> _Assignment_
Omit all pictures and give the records below again exactly as written.

(Beginning of Records for this exercise)

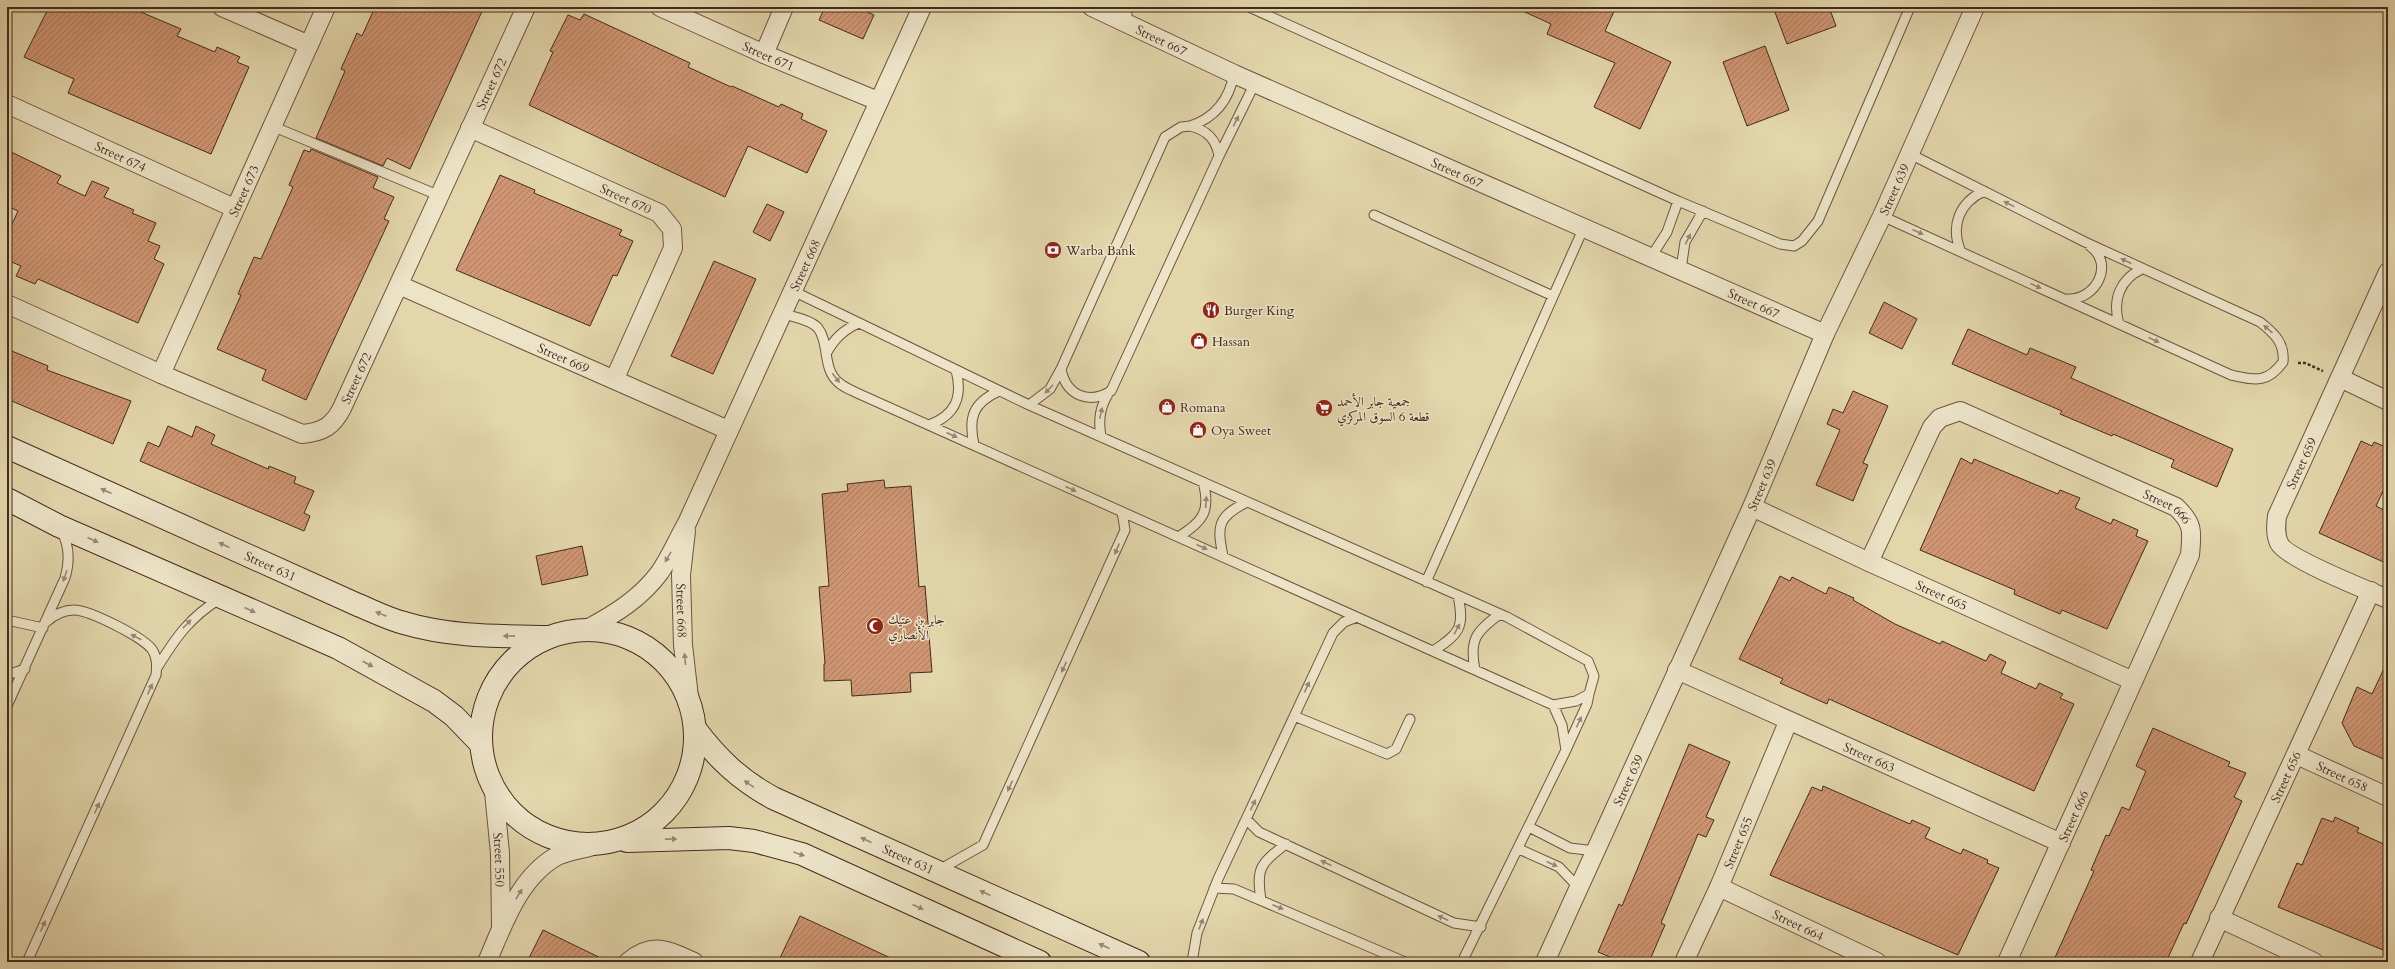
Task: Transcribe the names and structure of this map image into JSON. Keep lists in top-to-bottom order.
{
  "streets": {
    "main road": ["Street 631"],
    "street": [
      "Street 667",
      "Street 671",
      "Street 672",
      "Street 674",
      "Street 639",
      "Street 673",
      "Street 670",
      "Street 668",
      "Street 669",
      "Street 659",
      "Street 666",
      "Street 665",
      "Street 663",
      "Street 658",
      "Street 656",
      "Street 655",
      "Street 550",
      "Street 664"
    ]
  },
  "crossings": [
    ["Street 667", "Street 639"],
    ["Street 671", "Street 668"],
    ["Street 672", "Street 673"],
    ["Street 672", "Street 670"],
    ["Street 672", "Street 669"],
    ["Street 674", "Street 673"],
    ["Street 639", "Street 665"],
    ["Street 639", "Street 663"],
    ["Street 670", "Street 669"],
    ["Street 668", "Street 669"],
    ["Street 659", "Street 656"],
    ["Street 666", "Street 665"],
    ["Street 666", "Street 663"],
    ["Street 663", "Street 655"],
    ["Street 658", "Street 656"],
    ["Street 655", "Street 664"]
  ],
  "one_way": ["Street 550"],
  "places": {
    "bank": ["Warba Bank"],
    "restaurant": ["Burger King"],
    "shop": ["Hassan", "Romana", "Oya Sweet"],
    "supermarket": ["جمعية جابر الأحمد قطعة 6 السوق المركزي"],
    "mosque": ["جابر بن عتيك الأنصاري"]
  }
}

(End of Records for this exercise)

> _Result for this exercise_
Task: Transcribe the names and structure of this map image into JSON. Keep lists in top-to-bottom order.
{
  "streets": {
    "main road": ["Street 631"],
    "street": [
      "Street 667",
      "Street 671",
      "Street 672",
      "Street 674",
      "Street 639",
      "Street 673",
      "Street 670",
      "Street 668",
      "Street 669",
      "Street 659",
      "Street 666",
      "Street 665",
      "Street 663",
      "Street 658",
      "Street 656",
      "Street 655",
      "Street 550",
      "Street 664"
    ]
  },
  "crossings": [
    ["Street 667", "Street 639"],
    ["Street 671", "Street 668"],
    ["Street 672", "Street 673"],
    ["Street 672", "Street 670"],
    ["Street 672", "Street 669"],
    ["Street 674", "Street 673"],
    ["Street 639", "Street 665"],
    ["Street 639", "Street 663"],
    ["Street 670", "Street 669"],
    ["Street 668", "Street 669"],
    ["Street 659", "Street 656"],
    ["Street 666", "Street 665"],
    ["Street 666", "Street 663"],
    ["Street 663", "Street 655"],
    ["Street 658", "Street 656"],
    ["Street 655", "Street 664"]
  ],
  "one_way": ["Street 550"],
  "places": {
    "bank": ["Warba Bank"],
    "restaurant": ["Burger King"],
    "shop": ["Hassan", "Romana", "Oya Sweet"],
    "supermarket": ["جمعية جابر الأحمد قطعة 6 السوق المركزي"],
    "mosque": ["جابر بن عتيك الأنصاري"]
  }
}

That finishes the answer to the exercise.